METHODS: All coding regions and exon-intron splice junctions of the GLA gene were sequenced to find sequence variations. We evaluated the impact on the GLA protein by analysis of the GLA mRNA, by sequential analysis and homology modeling, and by site-directed mutagenesis and in vitro expression studies.
RESULTS: We identified a novel heterozygous missense mutation c.280T>C in our patient with variable phenotypic presentations of renal involvement. The novel GLA variant results in low expression of GLA mRNAs, impaired or loss of the disulfate bridge structure of wild-type GLA, reduced GLA activity and defected nuclear shape in the GFP-GLA-MT transfected HEK293T cells.
CONCLUSION: A novel GLA missense mutation, c.280T>C (Cys94Arg), was found in a Chinese family with predominant renal manifestations of FD. Our study reveals the pathogenesis of c.280T>C mutation to FD and provides scientific foundation for accurate diagnosis and precise medical intervention for FD.

INTRODUCTION

Fabry disease (FD, OMIM #301500) is a rare X‐linked recessive genetic lysosomal storage disease caused by deleterious mutations in the GLA gene encoding the lysosomal enzyme α‐galactosidase A (GLA) (Desnick et al., 2003).
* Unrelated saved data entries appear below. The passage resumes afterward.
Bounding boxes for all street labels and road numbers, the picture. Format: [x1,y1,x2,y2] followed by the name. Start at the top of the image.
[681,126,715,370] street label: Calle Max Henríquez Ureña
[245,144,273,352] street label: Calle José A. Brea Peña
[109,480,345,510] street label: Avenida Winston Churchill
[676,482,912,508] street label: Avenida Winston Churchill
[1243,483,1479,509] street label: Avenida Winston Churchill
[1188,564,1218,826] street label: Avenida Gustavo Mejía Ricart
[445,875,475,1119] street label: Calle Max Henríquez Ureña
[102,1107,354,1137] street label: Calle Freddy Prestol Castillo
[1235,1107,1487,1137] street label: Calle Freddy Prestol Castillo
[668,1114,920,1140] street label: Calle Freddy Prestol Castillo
Currently more than 900 related mutations were reported, and different mutations can result in different degrees of loss of α‐Gal A activity. Due to mutation of the gene encoding GLA, part or all of the enzyme activity is lost, resulting in lysosomal accumulations of globotriaosylceramide, and other neutral glycosphingolipids in various cells and tissues. FD is offen a multiorgan disease due to a large amount of accumulation in human body such as heart, kidney, pancreas, skin, lungs, and nervous system eventually causes a series of organ lesions (Echevarria et al., 2016; Germain, 2010; Scriver, 1995). The patients with Fabry's disease are mainly male, and the incidence rate is 1:40,000–60,000. According to the different levels of GLA activity in patients, the clinical manifestations and severity of FD are diversified. In general, male patients are more serious than female patients (heterozygous), and most patients die from cardiovascular and cerebrovascular complications or uremia at 40–50 years old (Echevarria et al., 2016; Germain, 2010; Scriver, 1995).

Inflammatory processes observed in lysosomal storage disorders have already been reported. The inflammatory response in the central nervous system (CNS) primarily involves microglial cells (resident dendritic cells) and astrocytes in many lysosomal storage disorders. The main symptom of CNS involved in FD is stroke which is caused by the inflammatory processes acting on vascular and cardiac pathways. It is easy to understand that the CNS is the primary target for many lysosomal storage disorders due to its intrinsic peculiarities (highly differentiated cells with limited chances of replication) (Tuttolomondo et al., 2011; Tuttolomondo, Pecoraro, Simonetta, Miceli, Arnao, et al., 2013; Tuttolomondo, Pecoraro, Simonetta, Miceli, Pinto, et al., 2013).

So far, more than 750 missense mutations have been reported in the Human Gene Mutation Database (http://www.hgmd.cf.ac.uk/ac/gene.php?gene=GLA). Missense mutations affecting any one of the cysteines that form the disulfide bonds of the wild‐type GLA are associated with the classic FD phenotype, and show negligible or very low residual enzyme activity (Ashley, Shabbeer, Yasuda, Eng, & Desnick, 2001; Ashton‐Prolla et al., 2000; Blanch, Meaney, & Morris, 1996; Elstein, Altarescu, & Beck, 2010; Eng, Resnick‐Silverman, Niehaus, Astrin, & Desnick, 1993; Galanos et al., 2002; Okumiya et al., 1995; Rodriguez‐Mari, Coll, & Chabas, 2003; Schafer et al., 2005; Shabbeer, Yasuda, Luca, & Desnick, 2002; Topaloglu et al., 1999; Yasuda et al., 2003).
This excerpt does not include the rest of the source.